-- What to do --
The copy you return should hold only the lines from the top of the data below through the line with "Map reading. Parse", each duplicated exactly and with no pictures.

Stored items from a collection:
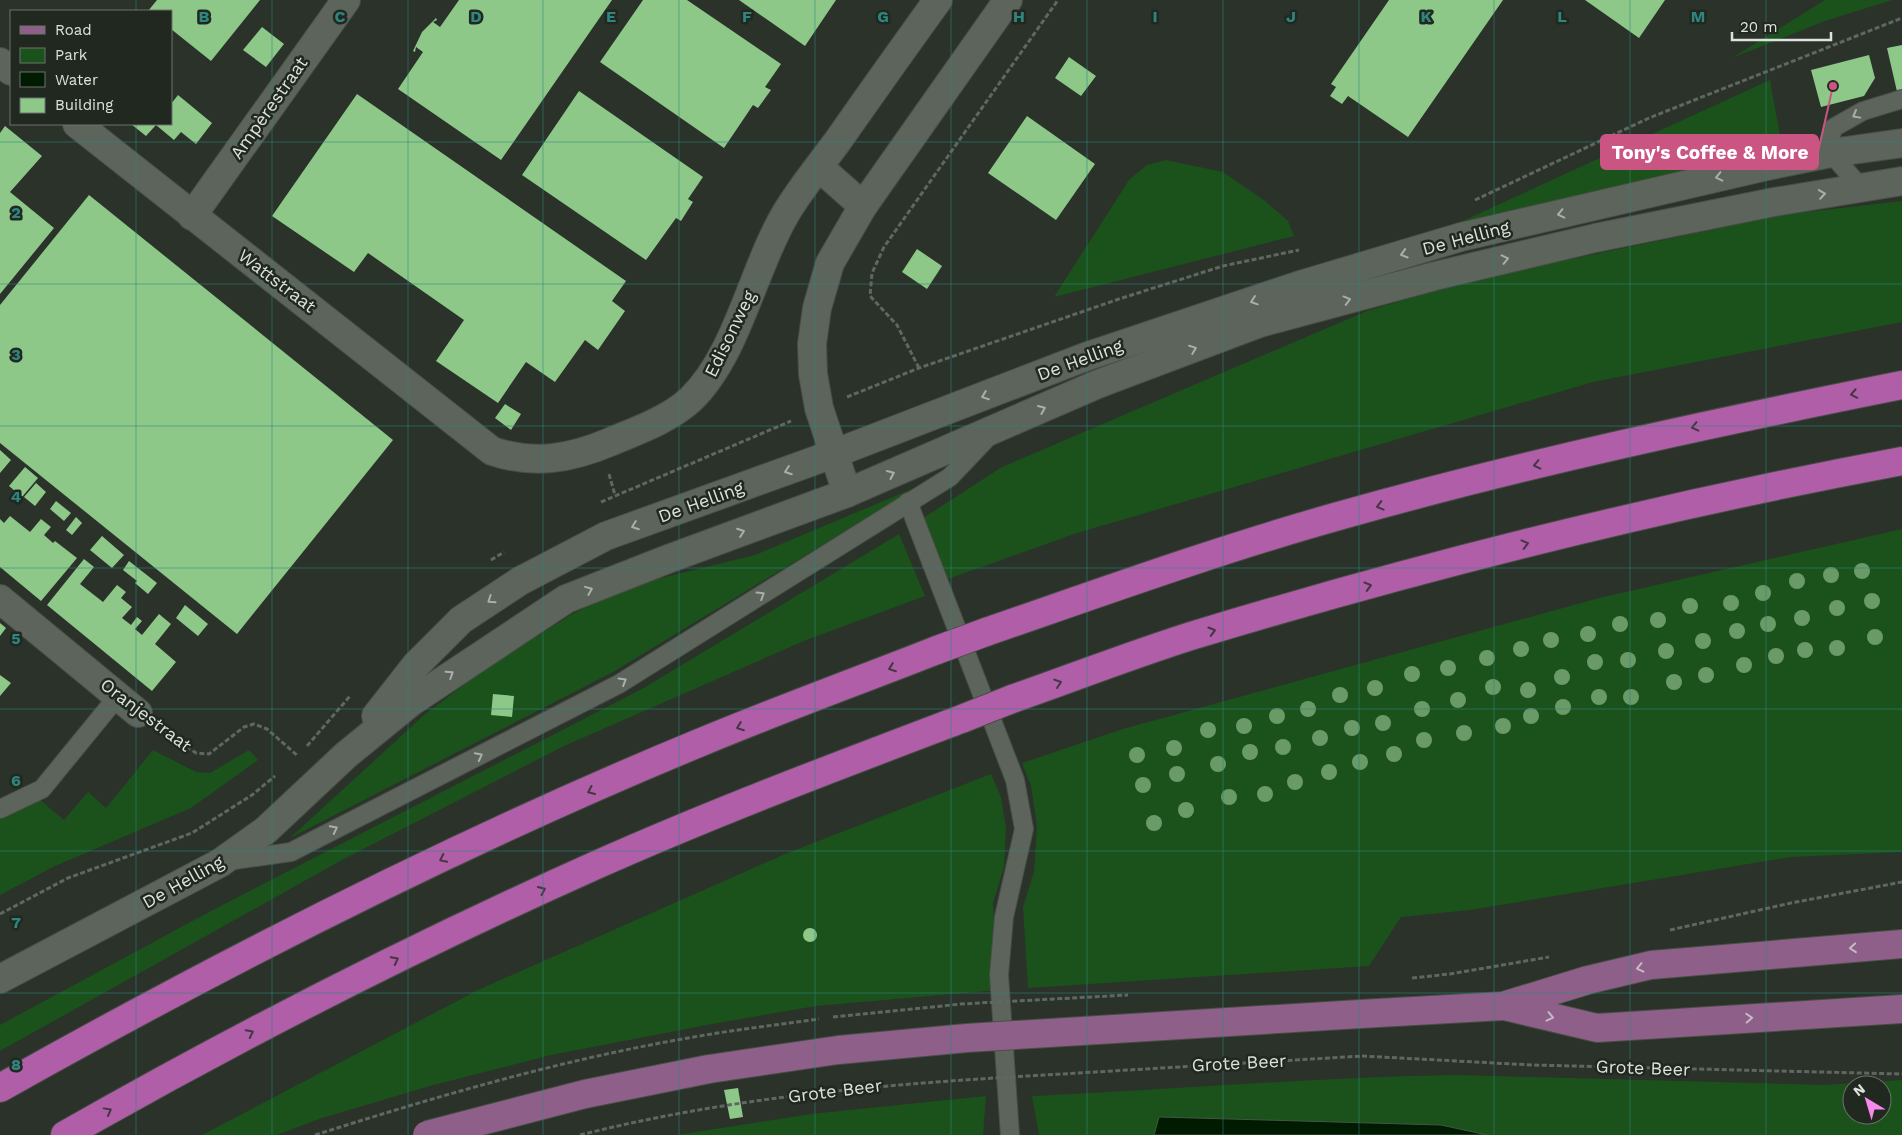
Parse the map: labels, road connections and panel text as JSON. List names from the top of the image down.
{
  "streets": {
    "street": [
      "Ampèrestraat",
      "De Helling",
      "Wattstraat",
      "Edisonweg",
      "Oranjestraat"
    ],
    "path": ["Grote Beer"]
  },
  "crossings": [
    ["Ampèrestraat", "Wattstraat"],
    ["Wattstraat", "Edisonweg"]
  ],
  "places": ["Tony's Coffee & More"],
  "legend": [
    "Road",
    "Park",
    "Water",
    "Building"
  ],
  "scale_bar": "20 m",
  "north": "top left",
  "grid": {
    "columns": [
      "B",
      "C",
      "D",
      "E",
      "F",
      "G",
      "H",
      "I",
      "J",
      "K",
      "L",
      "M"
    ],
    "rows": [
      "2",
      "3",
      "4",
      "5",
      "6",
      "7",
      "8"
    ]
  }
}
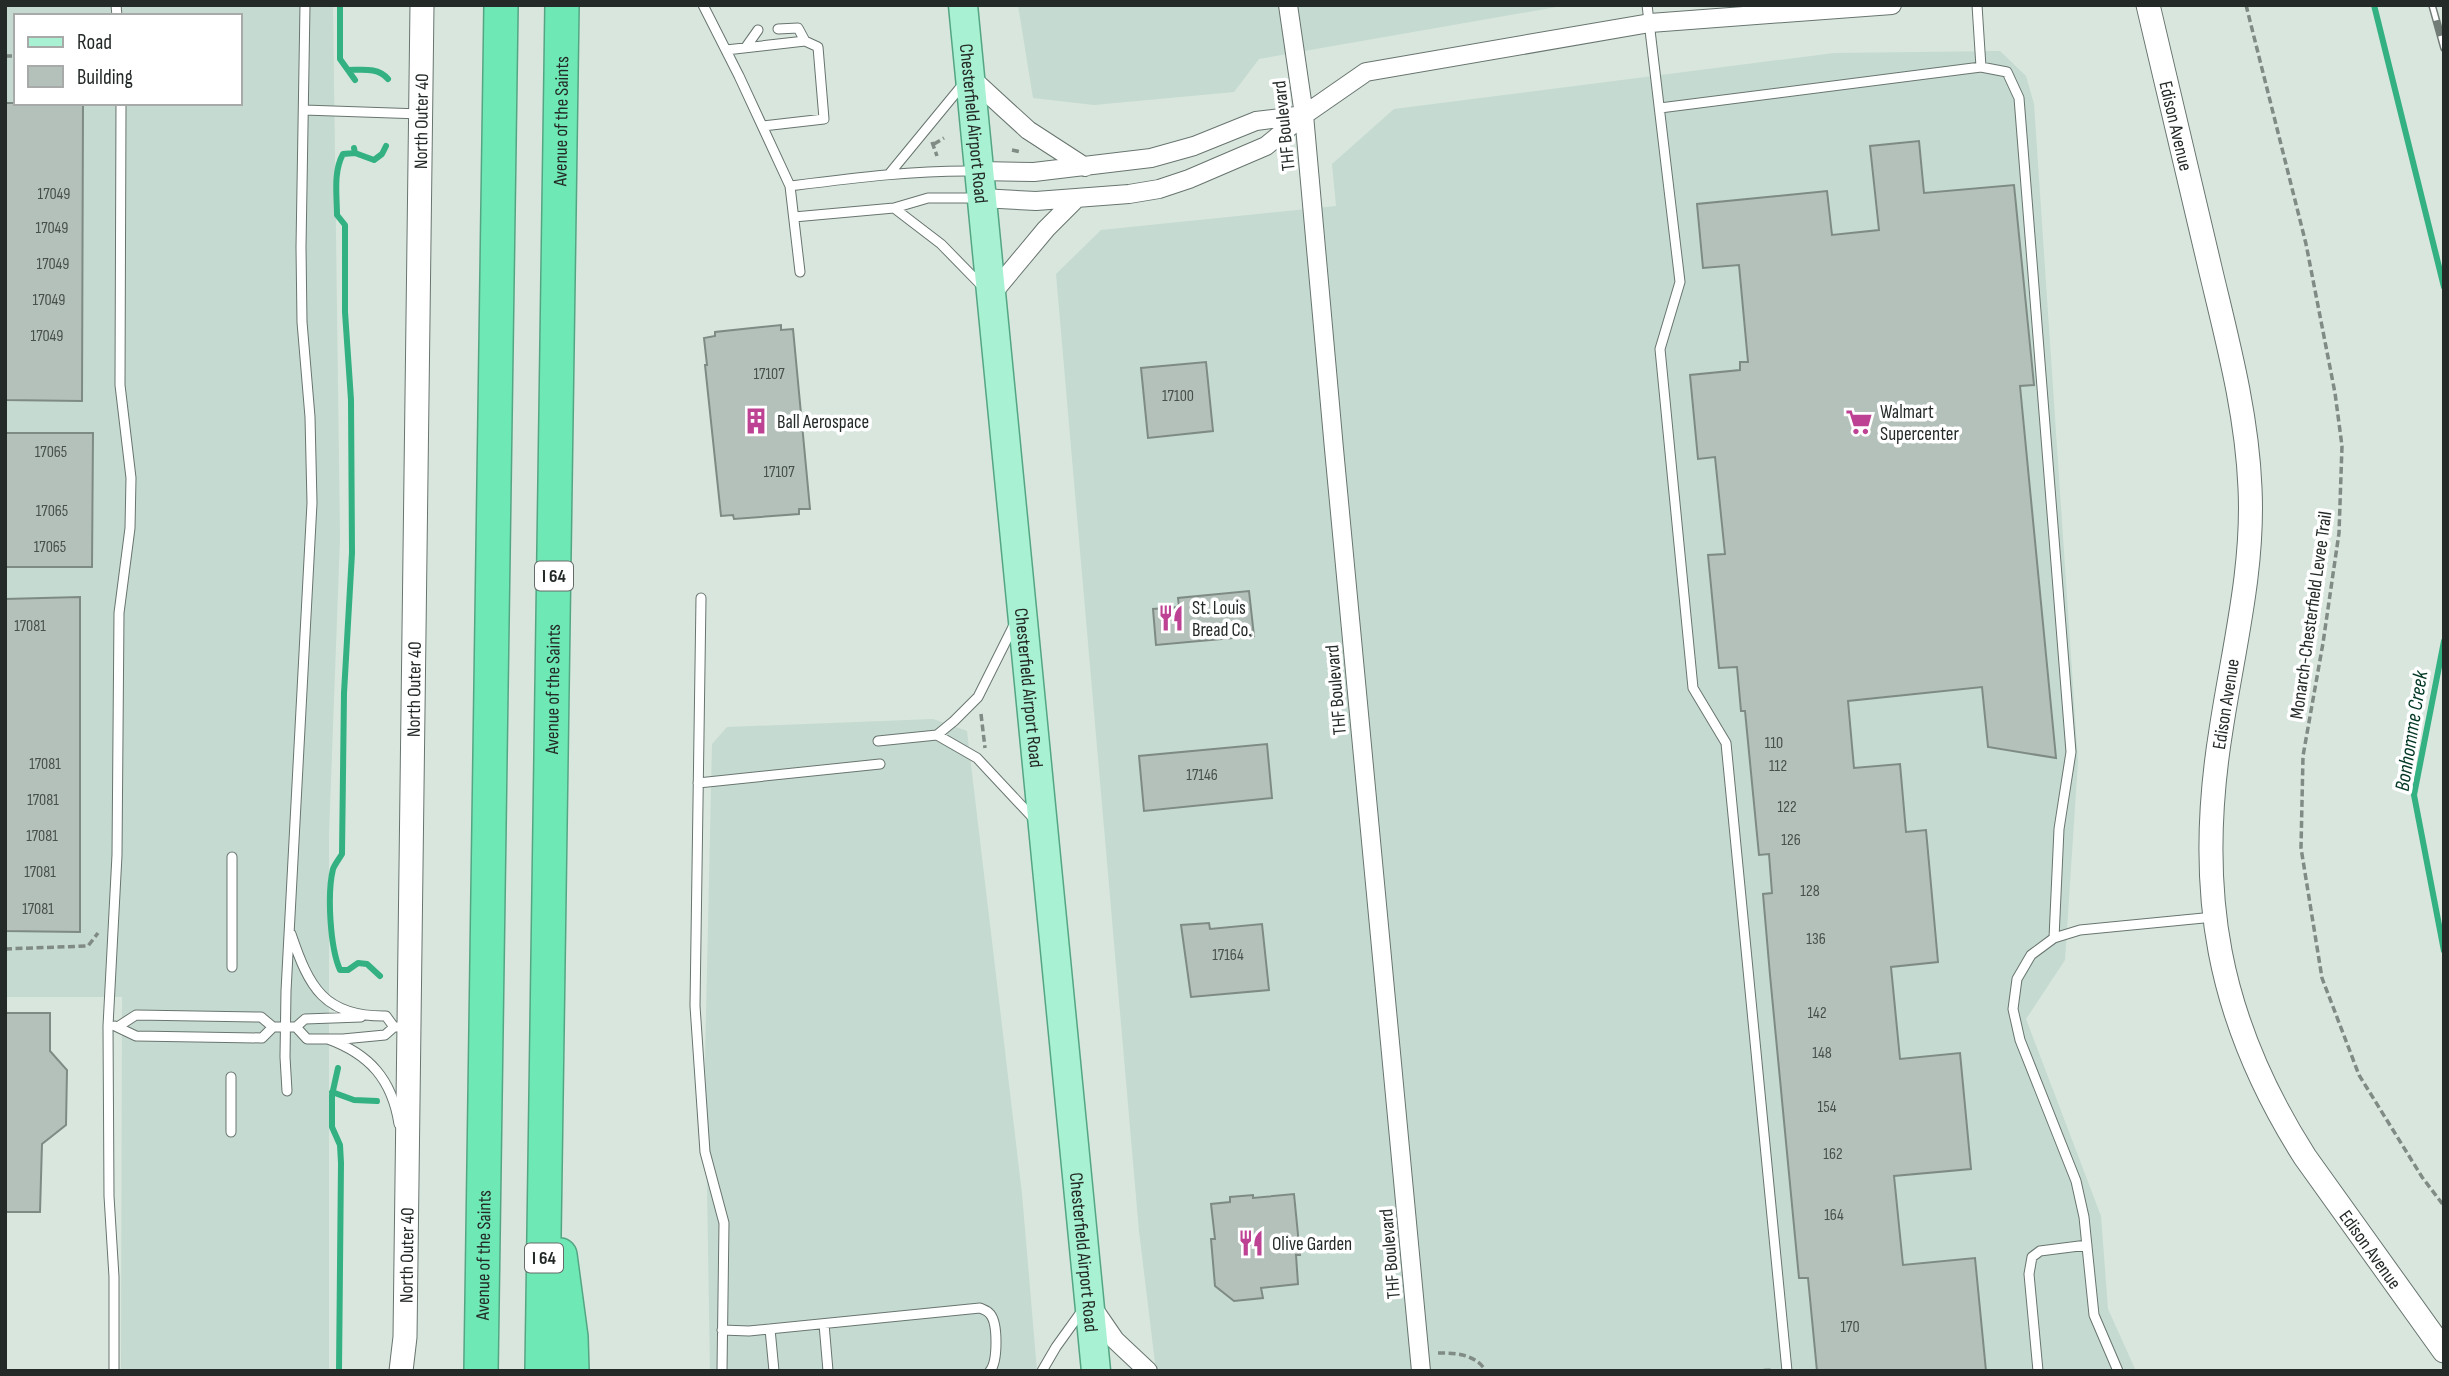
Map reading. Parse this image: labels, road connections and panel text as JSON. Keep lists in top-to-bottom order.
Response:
{
  "streets": {
    "highway": ["Avenue of the Saints", "I 64"],
    "main road": ["Chesterfield Airport Road"],
    "street": ["North Outer 40", "THF Boulevard", "Edison Avenue"],
    "path": ["Monarch-Chesterfield Levee Trail"]
  },
  "water": ["Bonhomme Creek"],
  "places": {
    "building": ["Ball Aerospace"],
    "supermarket": ["Walmart Supercenter"],
    "restaurant": ["St. Louis Bread Co.", "Olive Garden"]
  },
  "house_numbers": [
    "17049",
    "17049",
    "17049",
    "17049",
    "17049",
    "17107",
    "17100",
    "17065",
    "17107",
    "17065",
    "17065",
    "17081",
    "110",
    "17081",
    "112",
    "17146",
    "17081",
    "122",
    "17081",
    "126",
    "17081",
    "128",
    "17081",
    "136",
    "17164",
    "142",
    "148",
    "154",
    "162",
    "164",
    "170"
  ],
  "legend": ["Road", "Building"]
}
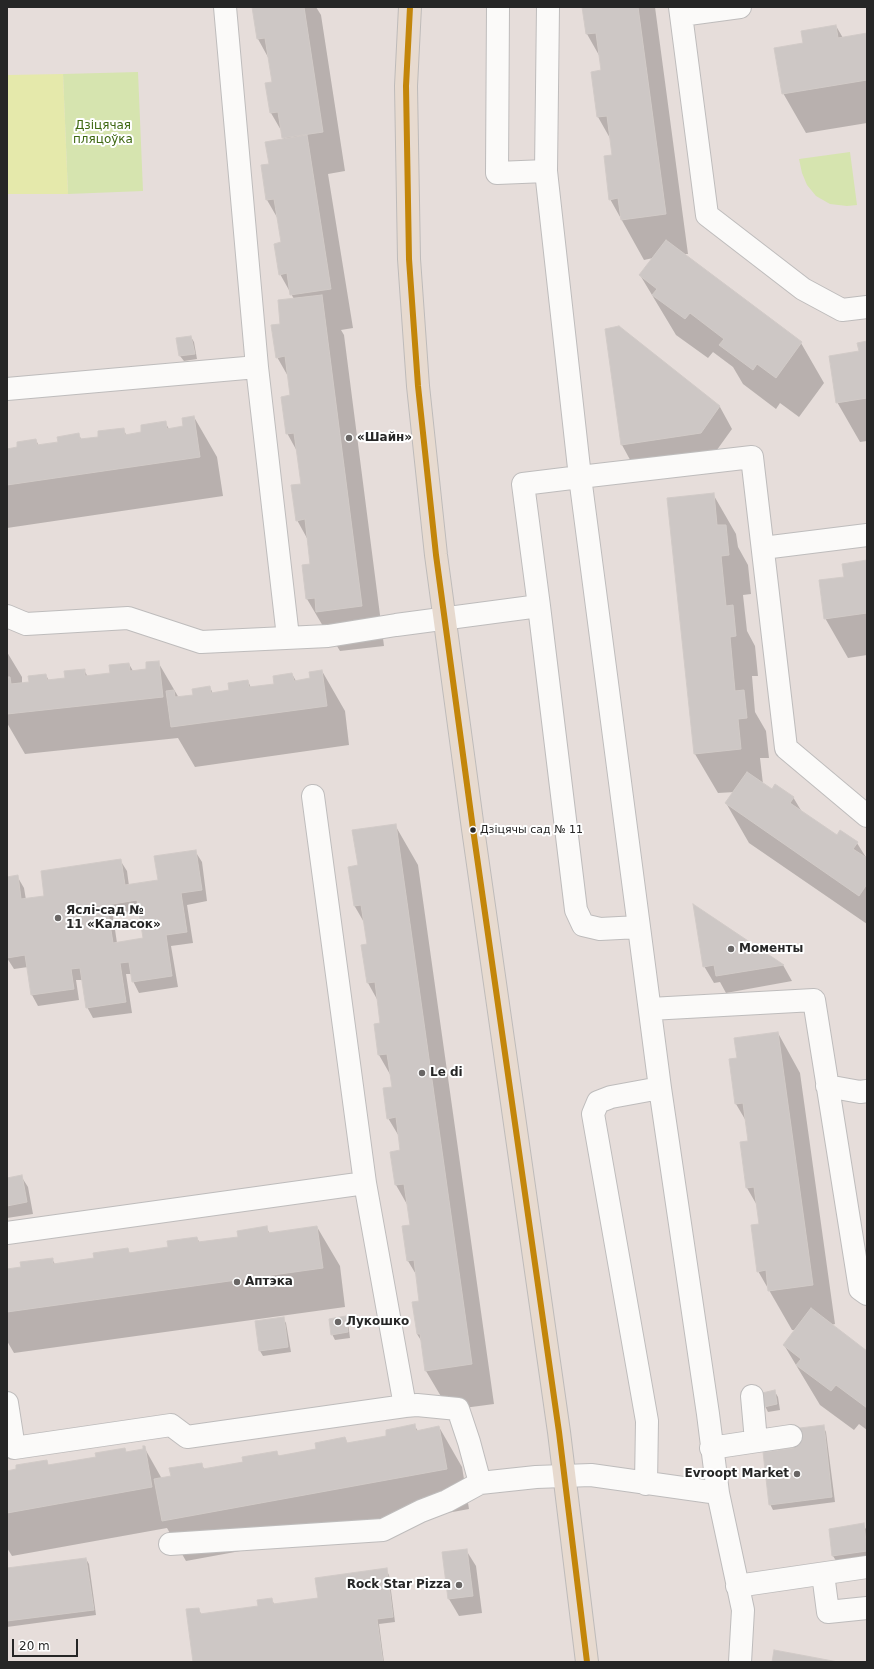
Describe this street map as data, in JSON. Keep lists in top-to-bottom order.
{
  "parks": ["Дзіцячая пляцоўка"],
  "places": [
    "«Шайн»",
    "Дзіцячы сад № 11",
    "Яслі-сад № 11 «Каласок»",
    "Моменты",
    "Le di",
    "Аптэка",
    "Лукошко",
    "Evroopt Market",
    "Rock Star Pizza"
  ],
  "scale_bar": "20 m"
}
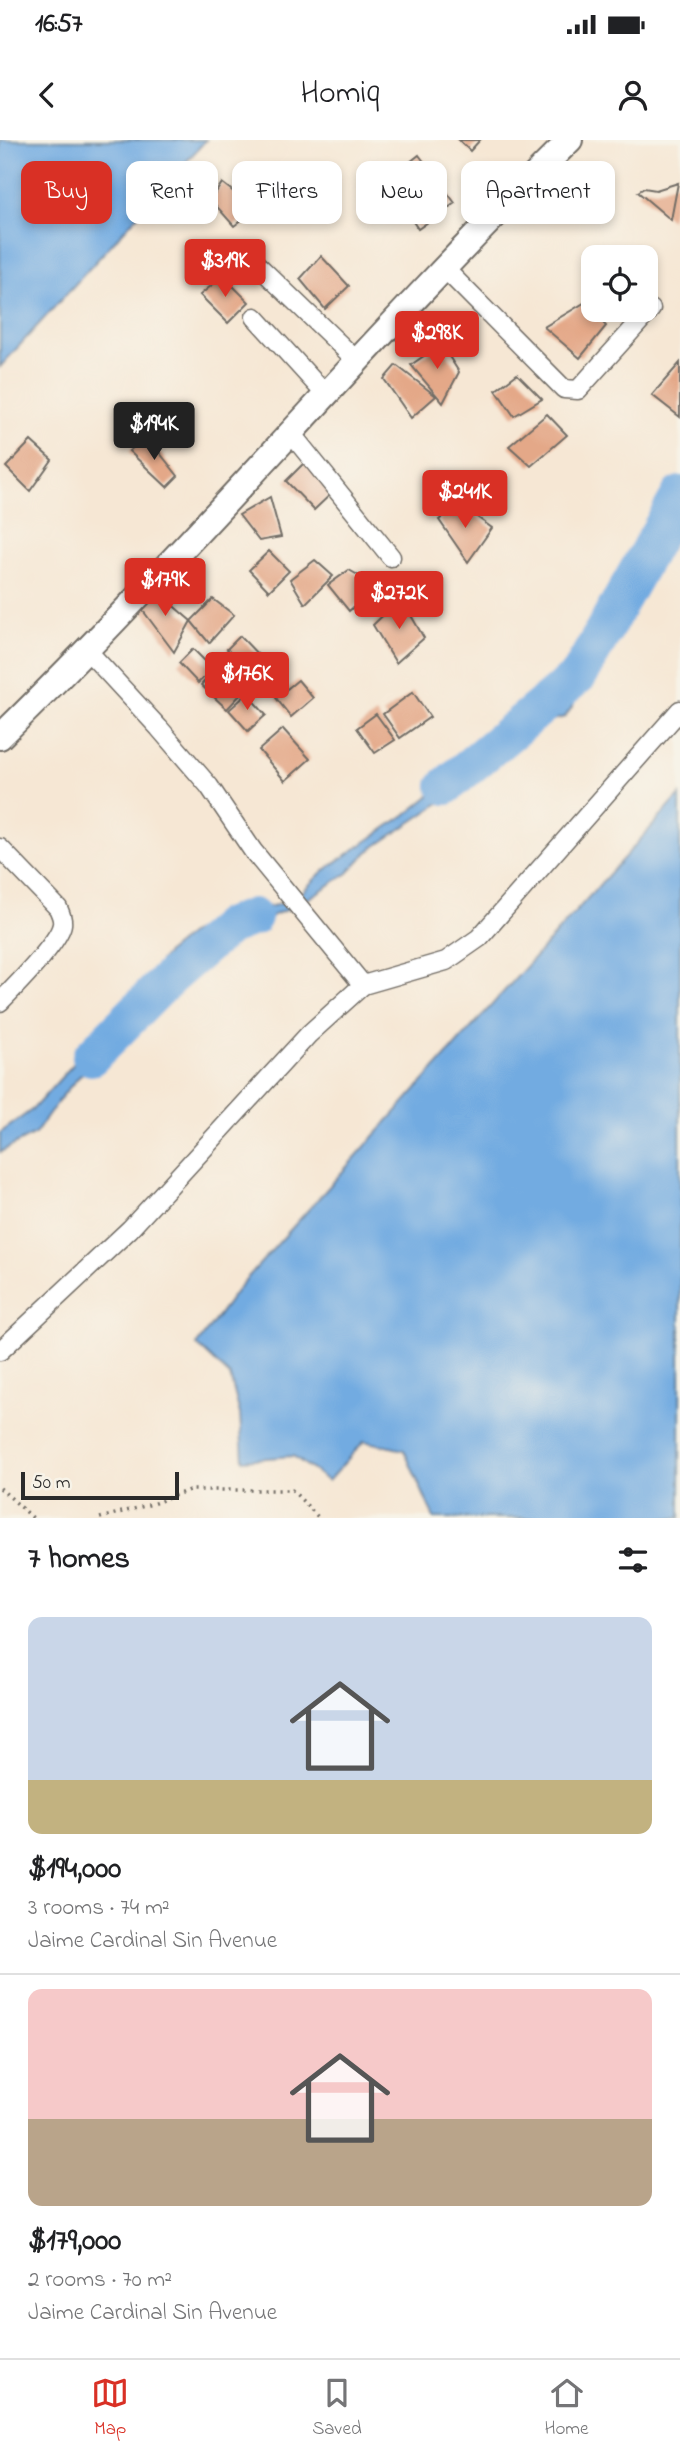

-- Response --
Parse the map: labels, road connections and panel text as JSON. List names from the top of the image down.
{
  "streets": {
    "street": [
      "Ampèrestraat",
      "De Helling",
      "Wattstraat",
      "Edisonweg",
      "Oranjestraat"
    ],
    "path": ["Grote Beer"]
  },
  "crossings": [
    ["Ampèrestraat", "Wattstraat"],
    ["Wattstraat", "Edisonweg"]
  ],
  "places": ["Tony's Coffee & More"],
  "legend": [
    "Road",
    "Park",
    "Water",
    "Building"
  ],
  "scale_bar": "20 m",
  "north": "top left",
  "grid": {
    "columns": [
      "B",
      "C",
      "D",
      "E",
      "F",
      "G",
      "H",
      "I",
      "J",
      "K",
      "L",
      "M"
    ],
    "rows": [
      "2",
      "3",
      "4",
      "5",
      "6",
      "7",
      "8"
    ]
  }
}
Map reading. Parse this image: labels, road connections and panel text as JSON. Keep lists in top-to-bottom order.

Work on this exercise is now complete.